MAXWELL AIR FORCE BASE, Ala. --
Air Force ROTC will train and evaluate nearly 3,500 ROTC cadets, or 1.5 times the traditional number, during an “extraordinary” version of field training this summer at Camp Shelby Joint Forces Training Center, Mississippi, from May through July.
AFROTC Field Training normally occurs at Maxwell Air Force Base, Alabama, but was moved to Shelby to accommodate this year’s increased cadet throughput requirements. The training site is located near Hattiesburg, about 240 miles southwest of Maxwell.
“Due to the COVID-19 pandemic, roughly 1,400 cadets were deferred from attending field training last year at Maxwell and need to attend this year on top of the normal annual throughput,” said Space Force Col. Paul Tombarge, commander of the field training encampment.
Through the summer, AFROTC personnel will train six overlapping encampments of 560-580 cadets each.
To help mitigate a possible outbreak of COVID-19 during this year’s field training, AFROTC leadership implemented several levels of safety precautions. First, more than half of the personnel were fully vaccinated against COVID-19 prior to the start of the course. Anyone not fully vaccinated must undergo a seven-day “restriction of movement” and must have a negative COVID-19 test before reintegrating. Second, all trainees and cadre will wear masks indoors and on busses regardless of vaccination status. Third, all facilities will be sanitized between encampments.
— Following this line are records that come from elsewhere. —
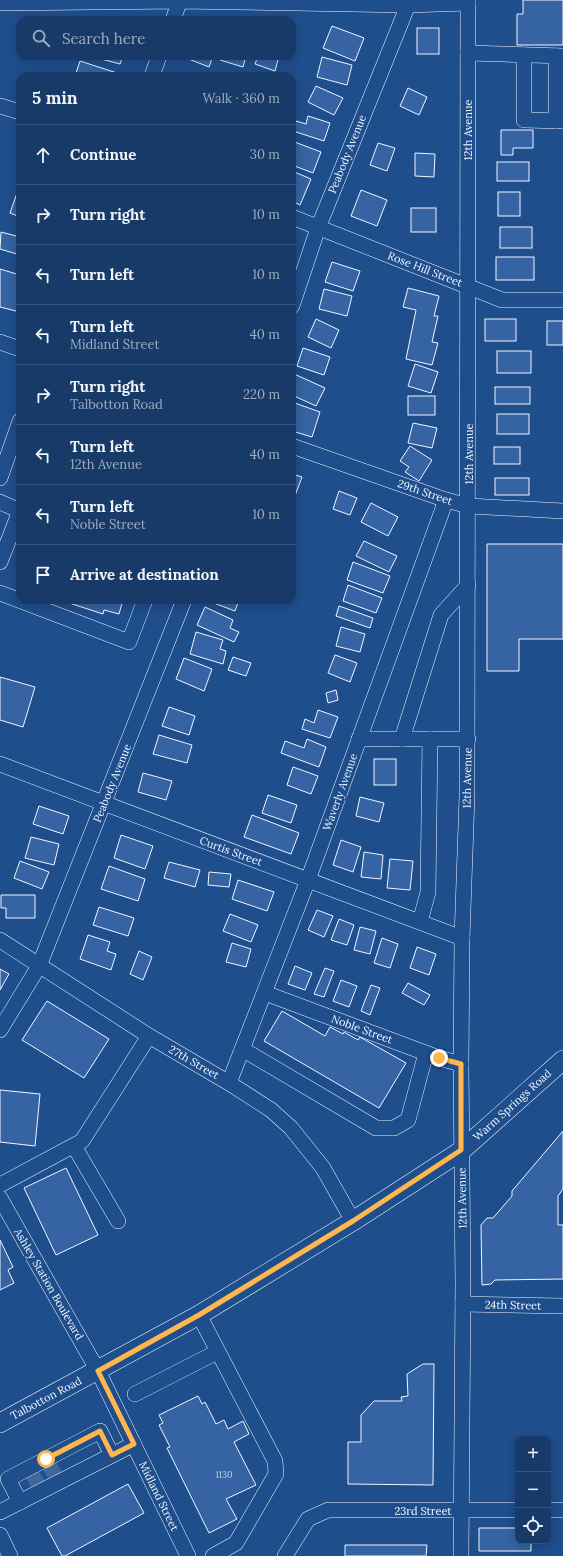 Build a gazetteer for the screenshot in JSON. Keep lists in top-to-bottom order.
{
  "streets": {
    "main road": ["Warm Springs Road", "Talbotton Road"],
    "street": [
      "12th Avenue",
      "Peabody Avenue",
      "Rose Hill Street",
      "29th Street",
      "Waverly Avenue",
      "Curtis Street",
      "Noble Street",
      "27th Street",
      "Ashley Station Boulevard",
      "24th Street",
      "Midland Street",
      "23rd Street"
    ]
  },
  "crossings": [
    ["12th Avenue", "Rose Hill Street"],
    ["12th Avenue", "29th Street"],
    ["12th Avenue", "Curtis Street"],
    ["12th Avenue", "Noble Street"],
    ["12th Avenue", "Warm Springs Road"],
    ["12th Avenue", "24th Street"],
    ["12th Avenue", "Talbotton Road"],
    ["12th Avenue", "23rd Street"],
    ["Peabody Avenue", "Rose Hill Street"],
    ["Peabody Avenue", "Curtis Street"],
    ["Peabody Avenue", "27th Street"],
    ["29th Street", "Waverly Avenue"],
    ["Waverly Avenue", "Curtis Street"],
    ["Waverly Avenue", "Noble Street"],
    ["Waverly Avenue", "27th Street"],
    ["27th Street", "Talbotton Road"],
    ["Warm Springs Road", "Talbotton Road"],
    ["Ashley Station Boulevard", "Talbotton Road"],
    ["Ashley Station Boulevard", "Midland Street"],
    ["Talbotton Road", "Midland Street"]
  ],
  "house_numbers": ["1130"],
  "page": {
    "search": "Search here",
    "heading": ["5 min", "Walk · 360 m"],
    "list": [
      ["Continue", "30 m"],
      ["Turn right", "10 m"],
      ["Turn left", "10 m"],
      ["Turn left", "Midland Street", "40 m"],
      ["Turn right", "Talbotton Road", "220 m"],
      ["Turn left", "12th Avenue", "40 m"],
      ["Turn left", "Noble Street", "10 m"],
      "Arrive at destination"
    ],
    "map_buttons": ["+", "−"]
  }
} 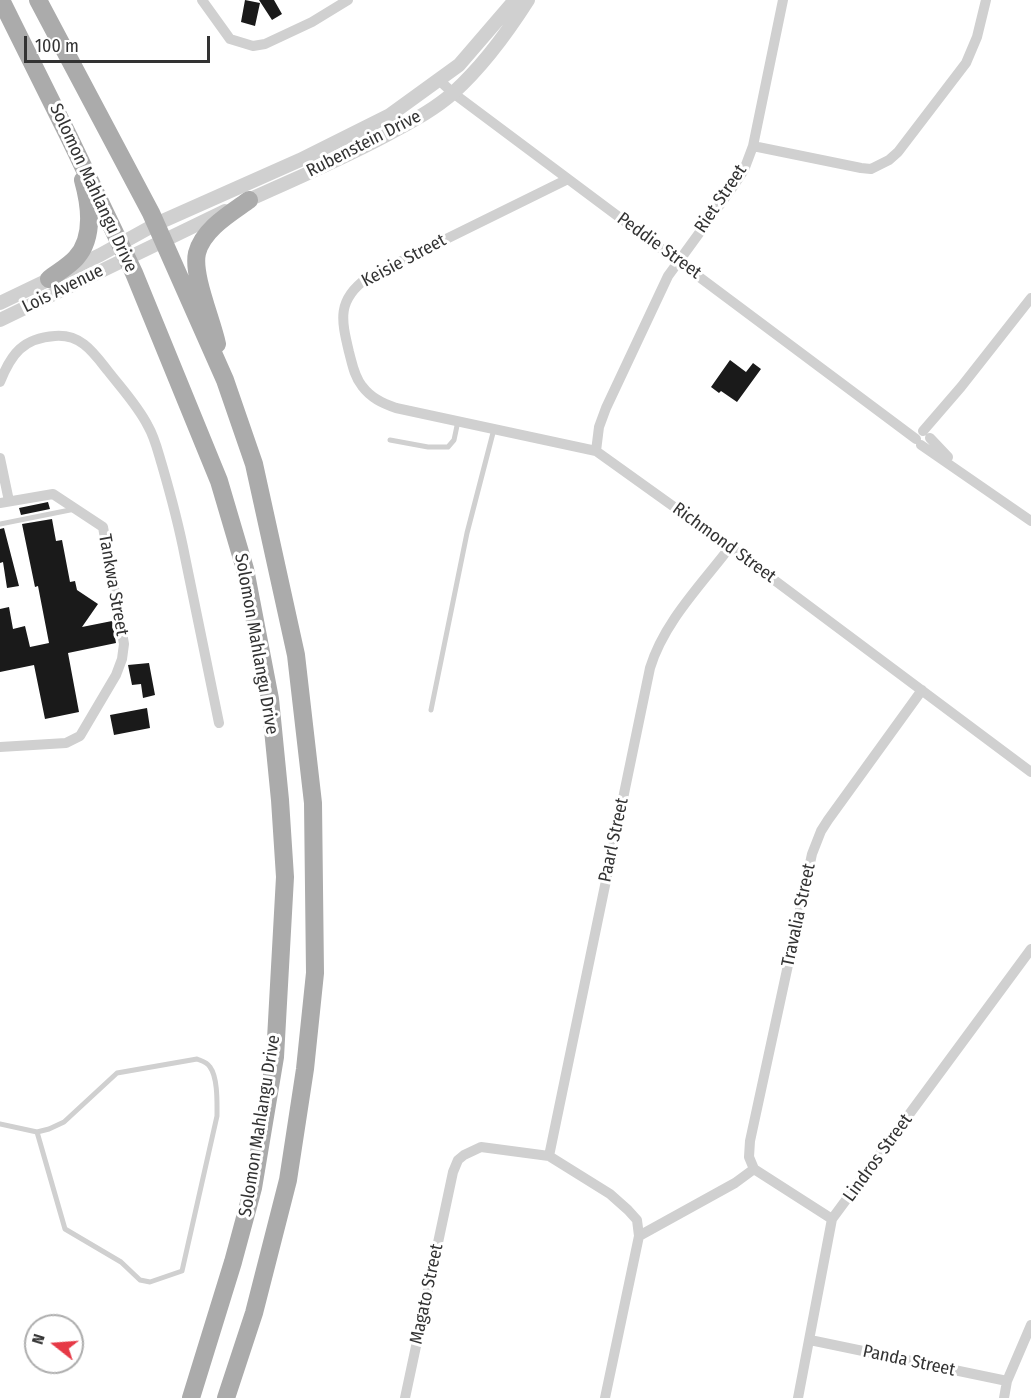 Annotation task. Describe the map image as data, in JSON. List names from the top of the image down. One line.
{"streets":{"main road":["Solomon Mahlangu Drive"],"street":["Rubenstein Drive","Riet Street","Peddie Street","Keisie Street","Lois Avenue","Richmond Street","Tankwa Street","Paarl Street","Travalia Street","Lindros Street","Magato Street","Panda Street"]},"crossings":[["Rubenstein Drive","Solomon Mahlangu Drive"],["Rubenstein Drive","Peddie Street"],["Solomon Mahlangu Drive","Lois Avenue"],["Riet Street","Peddie Street"],["Riet Street","Richmond Street"],["Peddie Street","Keisie Street"],["Keisie Street","Richmond Street"],["Richmond Street","Paarl Street"],["Richmond Street","Travalia Street"],["Paarl Street","Magato Street"],["Lindros Street","Panda Street"]],"scale_bar":"100 m","north":"left"}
To conduct this massive course, more than 300 active-duty personnel and nearly 150 cadet training assistants from AFROTC and the U.S. Air Force Academy were employed as part of an expeditionary field training unit that mirrored an air expeditionary wing construct. This includes a training group, two operations groups, a medical group, a mission support group, a team of chaplains and a command post.
AFROTC Field Training is a congressionally mandated evaluation of cadets' preparedness to progress into the Professional Officer Course, or “upper-class,” where they will lead at their detachments as they progress toward becoming a leader in the U.S. Air Force and the U.S. Space Force. Normally conducted between a cadet's sophomore and junior years, field training is designed to place cadets in a rigorous and unfamiliar training environment, testing them physically, mentally and emotionally.
Field training is a four-phase program, explained Tombarge.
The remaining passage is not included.